Já presidi e exerci poder de polícia nas eleições gerais. Espero, honestamente, que seja uma eleição mais tranquila do que as que eu já presencie na qualidade de juiz. A gente sabe perfeitamente do acirramento natural dessa época, sobretudo em cidades do interior. Essas coisas costumam ser mais intensas.

Apesar disso, acredito na boa fé das pessoas e no espírito pacífico do itabirano. E aqui, é bom não confundir pacífico com conformado. Confio no trabalho da Justiça Eleitoral e do Ministério Público Eleitoral, bem como de todos que estarão envolvidos no processo: partidos, candidatos e eleitores. Minha impressão, neste momento, é que teremos eleições relativamente tranquilas. Obviamente esperando uma ou outra intercorrência, mas nada que vá nos atrapalhar ao bom andamento do pleito. 

A pandemia do novo coronavírus pode ser um elemento complicador no processo eleitoral desse ano? 
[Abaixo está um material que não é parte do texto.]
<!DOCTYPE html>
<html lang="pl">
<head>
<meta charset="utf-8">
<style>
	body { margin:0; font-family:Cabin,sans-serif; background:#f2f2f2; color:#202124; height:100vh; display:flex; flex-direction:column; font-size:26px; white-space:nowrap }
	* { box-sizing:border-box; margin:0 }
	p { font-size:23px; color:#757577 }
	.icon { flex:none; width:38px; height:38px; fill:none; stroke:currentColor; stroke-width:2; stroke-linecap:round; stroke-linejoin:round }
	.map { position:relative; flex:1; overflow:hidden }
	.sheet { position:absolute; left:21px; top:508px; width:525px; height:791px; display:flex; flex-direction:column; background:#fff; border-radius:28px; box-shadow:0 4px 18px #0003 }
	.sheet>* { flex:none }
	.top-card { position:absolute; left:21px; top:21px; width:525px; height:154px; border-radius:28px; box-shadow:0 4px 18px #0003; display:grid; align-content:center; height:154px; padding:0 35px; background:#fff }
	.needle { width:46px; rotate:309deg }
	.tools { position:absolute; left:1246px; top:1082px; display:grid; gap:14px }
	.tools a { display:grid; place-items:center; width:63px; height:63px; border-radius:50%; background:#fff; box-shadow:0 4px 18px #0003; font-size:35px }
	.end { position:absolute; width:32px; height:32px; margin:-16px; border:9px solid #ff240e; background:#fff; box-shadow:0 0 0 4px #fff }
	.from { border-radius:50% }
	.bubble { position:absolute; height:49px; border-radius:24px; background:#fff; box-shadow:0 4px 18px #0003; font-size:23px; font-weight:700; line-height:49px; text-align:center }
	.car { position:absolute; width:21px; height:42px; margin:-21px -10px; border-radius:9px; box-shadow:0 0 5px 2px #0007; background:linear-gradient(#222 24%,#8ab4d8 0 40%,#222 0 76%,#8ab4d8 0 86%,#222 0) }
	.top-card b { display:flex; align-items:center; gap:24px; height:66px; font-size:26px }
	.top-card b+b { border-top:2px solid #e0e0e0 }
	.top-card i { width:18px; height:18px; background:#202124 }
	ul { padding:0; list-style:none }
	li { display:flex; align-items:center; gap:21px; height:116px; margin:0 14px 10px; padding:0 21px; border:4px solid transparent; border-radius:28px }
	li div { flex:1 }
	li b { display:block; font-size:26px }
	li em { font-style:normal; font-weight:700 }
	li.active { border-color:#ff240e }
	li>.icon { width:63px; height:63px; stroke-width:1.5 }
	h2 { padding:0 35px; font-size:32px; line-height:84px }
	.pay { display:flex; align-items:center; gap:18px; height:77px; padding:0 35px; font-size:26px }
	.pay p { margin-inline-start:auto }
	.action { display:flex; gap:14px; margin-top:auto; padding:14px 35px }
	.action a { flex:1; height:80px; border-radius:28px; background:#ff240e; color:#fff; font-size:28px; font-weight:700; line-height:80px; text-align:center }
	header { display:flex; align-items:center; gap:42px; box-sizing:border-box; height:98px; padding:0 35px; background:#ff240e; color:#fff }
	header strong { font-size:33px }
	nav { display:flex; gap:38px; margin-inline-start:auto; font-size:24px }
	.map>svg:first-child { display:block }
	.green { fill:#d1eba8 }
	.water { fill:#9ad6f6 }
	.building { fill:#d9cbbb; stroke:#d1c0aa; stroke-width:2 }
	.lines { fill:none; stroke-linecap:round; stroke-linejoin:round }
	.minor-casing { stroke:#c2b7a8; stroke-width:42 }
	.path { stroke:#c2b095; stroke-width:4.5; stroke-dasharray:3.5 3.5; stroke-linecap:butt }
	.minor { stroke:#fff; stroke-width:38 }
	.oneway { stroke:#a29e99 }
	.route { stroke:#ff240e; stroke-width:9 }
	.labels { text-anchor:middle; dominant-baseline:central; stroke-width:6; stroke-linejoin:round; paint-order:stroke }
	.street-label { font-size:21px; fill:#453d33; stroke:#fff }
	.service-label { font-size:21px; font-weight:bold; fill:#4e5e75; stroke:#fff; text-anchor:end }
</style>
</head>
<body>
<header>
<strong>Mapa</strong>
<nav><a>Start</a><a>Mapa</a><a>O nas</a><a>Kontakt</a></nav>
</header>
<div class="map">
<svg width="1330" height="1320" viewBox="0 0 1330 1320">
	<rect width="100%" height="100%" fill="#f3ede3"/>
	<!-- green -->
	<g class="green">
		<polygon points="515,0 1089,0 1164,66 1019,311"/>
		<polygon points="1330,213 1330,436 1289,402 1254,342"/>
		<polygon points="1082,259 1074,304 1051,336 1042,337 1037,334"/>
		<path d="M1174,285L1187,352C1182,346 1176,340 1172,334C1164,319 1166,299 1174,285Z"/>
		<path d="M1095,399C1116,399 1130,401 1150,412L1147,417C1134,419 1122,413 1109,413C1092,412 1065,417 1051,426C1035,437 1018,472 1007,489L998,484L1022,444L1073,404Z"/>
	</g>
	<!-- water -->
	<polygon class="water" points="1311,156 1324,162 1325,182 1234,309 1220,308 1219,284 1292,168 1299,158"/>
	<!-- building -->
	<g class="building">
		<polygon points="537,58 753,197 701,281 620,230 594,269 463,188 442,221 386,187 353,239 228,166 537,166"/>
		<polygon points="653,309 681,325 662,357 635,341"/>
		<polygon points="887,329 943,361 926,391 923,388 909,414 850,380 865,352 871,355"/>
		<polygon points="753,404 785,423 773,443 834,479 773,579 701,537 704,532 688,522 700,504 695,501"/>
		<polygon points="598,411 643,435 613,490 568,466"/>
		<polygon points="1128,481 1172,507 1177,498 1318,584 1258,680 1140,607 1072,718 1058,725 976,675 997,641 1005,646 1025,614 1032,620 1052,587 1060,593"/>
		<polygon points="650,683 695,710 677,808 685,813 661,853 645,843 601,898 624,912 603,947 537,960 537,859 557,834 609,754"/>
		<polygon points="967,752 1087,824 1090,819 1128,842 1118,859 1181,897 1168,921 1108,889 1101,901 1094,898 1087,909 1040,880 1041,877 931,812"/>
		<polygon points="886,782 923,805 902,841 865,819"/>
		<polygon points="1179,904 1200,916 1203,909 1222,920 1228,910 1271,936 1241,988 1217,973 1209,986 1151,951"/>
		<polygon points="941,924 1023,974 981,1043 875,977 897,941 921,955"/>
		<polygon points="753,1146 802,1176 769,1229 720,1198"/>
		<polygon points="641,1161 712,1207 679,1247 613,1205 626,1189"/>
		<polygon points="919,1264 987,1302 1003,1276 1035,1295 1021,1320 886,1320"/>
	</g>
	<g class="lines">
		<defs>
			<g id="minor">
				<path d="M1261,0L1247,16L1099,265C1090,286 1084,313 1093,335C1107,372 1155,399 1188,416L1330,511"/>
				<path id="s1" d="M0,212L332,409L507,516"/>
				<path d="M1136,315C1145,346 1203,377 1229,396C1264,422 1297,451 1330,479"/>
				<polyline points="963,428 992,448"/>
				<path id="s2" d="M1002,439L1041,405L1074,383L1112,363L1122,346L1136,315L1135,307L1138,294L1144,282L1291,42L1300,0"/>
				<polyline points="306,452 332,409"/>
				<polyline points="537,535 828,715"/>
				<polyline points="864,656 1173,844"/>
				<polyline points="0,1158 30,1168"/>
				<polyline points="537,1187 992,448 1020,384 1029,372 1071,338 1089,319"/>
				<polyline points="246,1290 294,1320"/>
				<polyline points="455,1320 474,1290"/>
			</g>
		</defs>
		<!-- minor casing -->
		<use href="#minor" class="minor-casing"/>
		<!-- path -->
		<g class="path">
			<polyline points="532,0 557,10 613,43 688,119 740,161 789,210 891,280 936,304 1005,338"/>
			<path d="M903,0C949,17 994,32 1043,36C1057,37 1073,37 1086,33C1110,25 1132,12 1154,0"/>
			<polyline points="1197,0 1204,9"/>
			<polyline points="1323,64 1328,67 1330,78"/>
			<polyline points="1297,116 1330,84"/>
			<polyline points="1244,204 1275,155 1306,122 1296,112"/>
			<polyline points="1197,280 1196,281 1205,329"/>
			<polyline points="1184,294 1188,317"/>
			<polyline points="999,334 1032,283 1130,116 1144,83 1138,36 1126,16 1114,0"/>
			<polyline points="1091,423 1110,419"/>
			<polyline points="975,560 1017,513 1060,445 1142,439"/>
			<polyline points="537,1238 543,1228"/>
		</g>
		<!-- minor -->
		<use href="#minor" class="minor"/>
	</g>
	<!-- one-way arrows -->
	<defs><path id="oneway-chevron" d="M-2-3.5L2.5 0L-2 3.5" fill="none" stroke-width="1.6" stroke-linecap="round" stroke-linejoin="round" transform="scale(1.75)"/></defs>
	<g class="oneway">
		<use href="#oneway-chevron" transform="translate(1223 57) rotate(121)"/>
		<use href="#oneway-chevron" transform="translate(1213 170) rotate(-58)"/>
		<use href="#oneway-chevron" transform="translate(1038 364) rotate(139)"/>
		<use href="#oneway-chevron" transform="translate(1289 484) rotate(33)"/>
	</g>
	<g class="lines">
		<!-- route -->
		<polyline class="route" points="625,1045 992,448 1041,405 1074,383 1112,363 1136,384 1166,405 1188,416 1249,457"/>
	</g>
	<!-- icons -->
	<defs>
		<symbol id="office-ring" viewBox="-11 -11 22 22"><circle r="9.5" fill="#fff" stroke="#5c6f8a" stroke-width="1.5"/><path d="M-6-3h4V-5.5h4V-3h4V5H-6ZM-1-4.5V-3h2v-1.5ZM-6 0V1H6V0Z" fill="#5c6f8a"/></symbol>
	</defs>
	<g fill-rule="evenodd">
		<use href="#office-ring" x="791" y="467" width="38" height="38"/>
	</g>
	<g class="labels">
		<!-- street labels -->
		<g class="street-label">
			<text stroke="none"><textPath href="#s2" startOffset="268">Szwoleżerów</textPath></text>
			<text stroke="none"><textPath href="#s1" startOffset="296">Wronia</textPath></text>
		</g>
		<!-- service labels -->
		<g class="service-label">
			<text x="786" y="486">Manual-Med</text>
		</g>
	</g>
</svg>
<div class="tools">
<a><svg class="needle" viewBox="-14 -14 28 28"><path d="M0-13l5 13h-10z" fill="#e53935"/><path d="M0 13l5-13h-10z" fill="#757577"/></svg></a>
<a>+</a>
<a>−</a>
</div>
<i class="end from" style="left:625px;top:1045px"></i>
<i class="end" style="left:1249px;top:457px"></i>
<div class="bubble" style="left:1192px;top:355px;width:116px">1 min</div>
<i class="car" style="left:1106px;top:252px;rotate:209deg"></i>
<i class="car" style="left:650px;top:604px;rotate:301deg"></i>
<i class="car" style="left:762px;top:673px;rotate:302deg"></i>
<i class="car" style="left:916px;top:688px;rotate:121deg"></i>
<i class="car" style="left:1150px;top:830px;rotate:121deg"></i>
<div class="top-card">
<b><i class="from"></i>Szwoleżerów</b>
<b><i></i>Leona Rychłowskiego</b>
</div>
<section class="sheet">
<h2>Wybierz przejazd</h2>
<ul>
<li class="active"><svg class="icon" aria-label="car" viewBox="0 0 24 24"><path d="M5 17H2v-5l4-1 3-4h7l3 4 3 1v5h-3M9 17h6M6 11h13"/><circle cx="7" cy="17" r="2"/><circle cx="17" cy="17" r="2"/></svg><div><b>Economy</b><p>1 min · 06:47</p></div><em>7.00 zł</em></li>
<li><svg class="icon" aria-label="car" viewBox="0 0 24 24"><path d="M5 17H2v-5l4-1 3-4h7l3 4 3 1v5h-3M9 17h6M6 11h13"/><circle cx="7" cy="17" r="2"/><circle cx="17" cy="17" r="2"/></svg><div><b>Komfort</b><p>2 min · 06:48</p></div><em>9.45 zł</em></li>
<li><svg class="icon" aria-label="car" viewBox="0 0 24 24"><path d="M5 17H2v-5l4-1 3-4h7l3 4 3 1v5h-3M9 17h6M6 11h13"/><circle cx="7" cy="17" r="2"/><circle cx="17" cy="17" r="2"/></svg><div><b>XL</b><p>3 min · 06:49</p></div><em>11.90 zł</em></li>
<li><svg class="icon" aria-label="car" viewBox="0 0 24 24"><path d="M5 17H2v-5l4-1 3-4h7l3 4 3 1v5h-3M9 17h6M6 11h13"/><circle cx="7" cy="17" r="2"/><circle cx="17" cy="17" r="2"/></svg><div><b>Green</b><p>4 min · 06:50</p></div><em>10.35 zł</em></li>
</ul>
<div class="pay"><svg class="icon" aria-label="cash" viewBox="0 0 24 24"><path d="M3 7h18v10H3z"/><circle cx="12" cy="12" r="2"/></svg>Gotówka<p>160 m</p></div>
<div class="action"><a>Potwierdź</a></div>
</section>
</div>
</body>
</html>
Nessa eleição, em especial, existe um ingrediente a mais que é a questão da pandemia. Isso tem tornado as pessoas um pouco mais retraídas. Eu não sou psicólogo, mas a gente observa que as pessoas estão mais apreensivas. Eu gostaria que esse ingrediente não estivesse presente, mas ele está e faz parte. Penso que essa minha confiança – que não é subjetiva e sim de acordo com a observância dos fatos como eles são – em todos esses atores que já citei, terá relevância para que essas eleições sejam um pouco mais tranquilas do que o que vem ocorrendo nos municípios brasileiros, como um todo.
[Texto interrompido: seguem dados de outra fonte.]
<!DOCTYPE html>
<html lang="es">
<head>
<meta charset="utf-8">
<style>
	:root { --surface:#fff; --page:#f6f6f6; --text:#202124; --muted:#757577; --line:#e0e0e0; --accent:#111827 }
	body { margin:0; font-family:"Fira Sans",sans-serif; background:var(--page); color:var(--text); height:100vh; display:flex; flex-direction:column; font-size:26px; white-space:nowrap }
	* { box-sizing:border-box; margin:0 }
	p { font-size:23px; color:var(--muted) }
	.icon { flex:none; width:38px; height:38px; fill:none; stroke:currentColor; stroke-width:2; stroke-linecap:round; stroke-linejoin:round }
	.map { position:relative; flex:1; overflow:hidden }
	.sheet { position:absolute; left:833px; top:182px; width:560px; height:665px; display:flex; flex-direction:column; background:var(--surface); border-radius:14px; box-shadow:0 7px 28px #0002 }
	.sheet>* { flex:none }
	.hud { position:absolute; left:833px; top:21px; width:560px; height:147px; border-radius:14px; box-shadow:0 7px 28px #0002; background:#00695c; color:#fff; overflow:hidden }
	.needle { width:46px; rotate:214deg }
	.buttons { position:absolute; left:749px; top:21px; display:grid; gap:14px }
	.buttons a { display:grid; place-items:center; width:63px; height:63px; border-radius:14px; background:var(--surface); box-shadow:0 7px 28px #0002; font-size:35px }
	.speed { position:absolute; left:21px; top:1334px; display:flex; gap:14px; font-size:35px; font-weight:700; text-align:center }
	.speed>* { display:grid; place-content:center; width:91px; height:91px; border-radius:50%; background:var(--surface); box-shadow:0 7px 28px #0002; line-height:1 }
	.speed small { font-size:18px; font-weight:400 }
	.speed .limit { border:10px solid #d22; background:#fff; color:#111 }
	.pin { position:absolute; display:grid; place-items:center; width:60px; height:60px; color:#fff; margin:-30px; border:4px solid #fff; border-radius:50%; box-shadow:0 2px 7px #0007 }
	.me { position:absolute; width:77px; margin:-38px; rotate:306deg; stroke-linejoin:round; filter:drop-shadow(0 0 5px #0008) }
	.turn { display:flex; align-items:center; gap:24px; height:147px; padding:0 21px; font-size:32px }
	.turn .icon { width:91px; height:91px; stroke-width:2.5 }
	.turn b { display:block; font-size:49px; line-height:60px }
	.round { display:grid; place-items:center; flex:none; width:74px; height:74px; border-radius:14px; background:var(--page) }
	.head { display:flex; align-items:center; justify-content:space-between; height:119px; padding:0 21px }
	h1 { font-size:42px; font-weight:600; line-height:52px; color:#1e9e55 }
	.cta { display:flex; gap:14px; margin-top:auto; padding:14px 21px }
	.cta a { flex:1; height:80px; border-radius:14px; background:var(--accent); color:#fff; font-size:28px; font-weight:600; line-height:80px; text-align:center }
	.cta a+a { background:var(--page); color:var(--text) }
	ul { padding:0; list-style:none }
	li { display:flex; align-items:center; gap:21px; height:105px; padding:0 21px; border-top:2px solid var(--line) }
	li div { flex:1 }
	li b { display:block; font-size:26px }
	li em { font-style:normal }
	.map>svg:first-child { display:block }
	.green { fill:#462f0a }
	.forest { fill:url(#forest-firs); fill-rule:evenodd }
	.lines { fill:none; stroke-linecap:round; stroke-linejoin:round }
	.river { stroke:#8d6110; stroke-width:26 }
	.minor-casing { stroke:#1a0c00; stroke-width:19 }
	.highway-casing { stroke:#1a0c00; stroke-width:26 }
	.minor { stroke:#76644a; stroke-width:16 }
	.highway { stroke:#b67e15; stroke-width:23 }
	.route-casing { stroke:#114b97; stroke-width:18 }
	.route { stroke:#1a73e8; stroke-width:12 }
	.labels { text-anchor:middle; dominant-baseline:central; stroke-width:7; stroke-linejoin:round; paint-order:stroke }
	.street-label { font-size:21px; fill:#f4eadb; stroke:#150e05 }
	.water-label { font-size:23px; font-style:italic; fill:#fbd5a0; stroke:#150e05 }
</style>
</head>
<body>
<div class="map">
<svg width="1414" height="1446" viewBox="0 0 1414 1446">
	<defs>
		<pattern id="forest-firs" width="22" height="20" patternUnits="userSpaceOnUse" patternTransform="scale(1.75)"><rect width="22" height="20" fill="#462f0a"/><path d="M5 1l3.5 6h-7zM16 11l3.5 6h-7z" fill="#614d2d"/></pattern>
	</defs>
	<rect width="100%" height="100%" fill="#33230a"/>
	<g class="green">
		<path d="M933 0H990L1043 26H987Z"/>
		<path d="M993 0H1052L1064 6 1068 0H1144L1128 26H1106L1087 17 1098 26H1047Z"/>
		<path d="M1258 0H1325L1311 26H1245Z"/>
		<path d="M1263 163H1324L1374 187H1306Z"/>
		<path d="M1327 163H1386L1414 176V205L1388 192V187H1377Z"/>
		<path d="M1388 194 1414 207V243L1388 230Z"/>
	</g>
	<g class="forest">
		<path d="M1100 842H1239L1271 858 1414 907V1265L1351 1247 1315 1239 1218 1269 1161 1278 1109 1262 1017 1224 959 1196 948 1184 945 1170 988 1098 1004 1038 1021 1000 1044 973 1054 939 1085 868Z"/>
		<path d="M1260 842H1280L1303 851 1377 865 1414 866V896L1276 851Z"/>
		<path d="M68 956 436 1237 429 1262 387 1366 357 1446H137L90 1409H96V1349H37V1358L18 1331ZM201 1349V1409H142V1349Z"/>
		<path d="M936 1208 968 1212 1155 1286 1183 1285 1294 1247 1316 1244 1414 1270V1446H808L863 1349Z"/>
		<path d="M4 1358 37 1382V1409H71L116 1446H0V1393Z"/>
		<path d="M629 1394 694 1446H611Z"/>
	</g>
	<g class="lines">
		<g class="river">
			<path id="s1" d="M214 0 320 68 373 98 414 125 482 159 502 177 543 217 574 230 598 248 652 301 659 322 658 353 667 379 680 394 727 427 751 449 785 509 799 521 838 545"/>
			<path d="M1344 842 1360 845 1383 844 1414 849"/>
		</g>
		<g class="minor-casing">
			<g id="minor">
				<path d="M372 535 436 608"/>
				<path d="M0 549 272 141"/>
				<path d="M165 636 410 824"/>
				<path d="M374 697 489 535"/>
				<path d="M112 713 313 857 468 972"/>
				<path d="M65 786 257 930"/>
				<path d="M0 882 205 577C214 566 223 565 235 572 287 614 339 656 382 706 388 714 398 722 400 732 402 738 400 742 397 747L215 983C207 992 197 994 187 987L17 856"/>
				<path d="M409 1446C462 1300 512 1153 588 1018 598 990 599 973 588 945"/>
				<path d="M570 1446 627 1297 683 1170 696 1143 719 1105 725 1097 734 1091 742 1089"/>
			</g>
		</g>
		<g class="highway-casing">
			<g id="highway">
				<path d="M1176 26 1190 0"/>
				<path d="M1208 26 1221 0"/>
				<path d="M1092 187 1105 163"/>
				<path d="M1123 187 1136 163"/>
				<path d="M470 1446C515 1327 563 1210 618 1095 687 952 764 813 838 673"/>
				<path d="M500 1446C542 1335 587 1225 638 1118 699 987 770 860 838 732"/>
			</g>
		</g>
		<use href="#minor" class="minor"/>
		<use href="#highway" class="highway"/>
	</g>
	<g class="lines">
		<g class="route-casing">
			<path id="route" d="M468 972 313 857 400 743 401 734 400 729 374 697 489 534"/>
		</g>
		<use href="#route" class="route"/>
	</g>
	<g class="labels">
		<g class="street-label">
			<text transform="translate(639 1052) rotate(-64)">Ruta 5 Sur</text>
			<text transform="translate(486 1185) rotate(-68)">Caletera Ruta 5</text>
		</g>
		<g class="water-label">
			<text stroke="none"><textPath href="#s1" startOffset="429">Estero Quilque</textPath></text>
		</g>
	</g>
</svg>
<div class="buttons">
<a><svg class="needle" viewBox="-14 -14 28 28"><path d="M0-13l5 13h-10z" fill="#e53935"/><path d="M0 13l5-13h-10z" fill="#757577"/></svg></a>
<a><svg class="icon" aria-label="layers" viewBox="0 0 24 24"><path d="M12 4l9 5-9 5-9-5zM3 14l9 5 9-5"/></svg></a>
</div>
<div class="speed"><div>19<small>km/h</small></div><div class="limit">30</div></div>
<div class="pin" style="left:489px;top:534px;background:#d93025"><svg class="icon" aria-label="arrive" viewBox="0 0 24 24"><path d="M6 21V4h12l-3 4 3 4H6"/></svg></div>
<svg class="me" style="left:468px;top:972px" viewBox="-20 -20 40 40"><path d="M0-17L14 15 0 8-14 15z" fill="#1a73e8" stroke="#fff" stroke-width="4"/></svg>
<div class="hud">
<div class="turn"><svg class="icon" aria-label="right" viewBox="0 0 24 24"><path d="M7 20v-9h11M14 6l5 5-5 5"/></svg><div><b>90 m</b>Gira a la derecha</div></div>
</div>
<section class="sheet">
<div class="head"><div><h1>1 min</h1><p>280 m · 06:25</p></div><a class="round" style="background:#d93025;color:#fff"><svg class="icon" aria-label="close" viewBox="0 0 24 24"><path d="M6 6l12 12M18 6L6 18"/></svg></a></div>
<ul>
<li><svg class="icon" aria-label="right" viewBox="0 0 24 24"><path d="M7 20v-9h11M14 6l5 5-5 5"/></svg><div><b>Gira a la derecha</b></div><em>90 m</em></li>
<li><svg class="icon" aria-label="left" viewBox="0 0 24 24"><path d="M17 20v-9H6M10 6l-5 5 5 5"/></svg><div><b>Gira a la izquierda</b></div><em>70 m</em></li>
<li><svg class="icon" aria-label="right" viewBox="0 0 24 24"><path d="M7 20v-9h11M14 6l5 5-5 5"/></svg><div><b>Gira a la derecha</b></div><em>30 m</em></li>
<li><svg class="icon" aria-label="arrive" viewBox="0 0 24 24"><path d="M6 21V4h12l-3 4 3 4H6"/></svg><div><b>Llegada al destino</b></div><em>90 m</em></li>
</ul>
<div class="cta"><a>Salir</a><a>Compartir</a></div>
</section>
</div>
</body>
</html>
O Fórum de Itabira tem uma relação bem estreita com o Ministério Público. O senhor acha que isso é um facilitador no bom andamento dos trabalhos? 

A relação do poder judiciário é estreita, não só com o Ministério Público, mas com a advocacia em geral. A minha relação com os advogados, por exemplo, é muito boa também. Até porque eu venho da carreira, conheço as dificuldades da advocacia. As eleições, em especial, tem um pano de fundo um pouco diferente da jurisdição ordinária. Há uma necessidade de um canal de comunicação mais aberto e mais profícuo. O que não afasta, por óbvio, a disposição desse mesmo canal com os demais atores do processo eleitoral. 

Essa relação do poder judiciário de Itabira, como um todo, com o Ministério Público nas pessoas de seus membros, é a melhor possível e isso contribui, de sobremodo, para o bom andamento do trabalho. Não só no que diz respeito à jurisdição eleitoral, mas à jurisdição comum ao dia a dia.

Como o senhor vê a relação entre o judiciário e a população? O que acha que precisa mudar? 

As pessoas precisam saber que o judiciário não é um poder encastelado, hermético e fechado em si próprio. Até porque nós mesmos não somos as nossas matérias. A gente julga atos de pessoas e, para isso, precisamos conhecer a pessoa, a sociedade, a cultura e aquele lugar onde se jurisdiciona. Aqui, se trabalha muito em quantidade e intensidade.

Infelizmente, existe uma tentativa de enfraquecer a magistratura e o poder judiciário. Apesar disso, nos mantemos fortes na linha de frente, fazendo nosso trabalho sem recuar um milímetro que seja diante desses ataques, quase cotidianos, pelos quais a gente vem passando.

Eu não pedi a ninguém para estar aqui nessa cadeira. Eu me submeti a concurso público, muitíssimo rigoroso, e isso nos confere independência. Imagine um juiz que precisa julgar uma pessoa que o indicou e colocou na condição de juiz. Eu não acredito nesse sistema, e é o que temos nos tribunais superiores.

Essa não é uma crítica a ninguém, mas ao sistema. Isso precisa ser repensado pelos poderes e pelos cidadãos. Nós trabalhamos com afinco, amor, seriedade e independência. Num Brasil em que a vida está judicializada por uma constituição prolixa e antiga, tudo acaba numa mesa de audiência. Mas fazemos com tranquilidade e temos dado conta dessa demanda!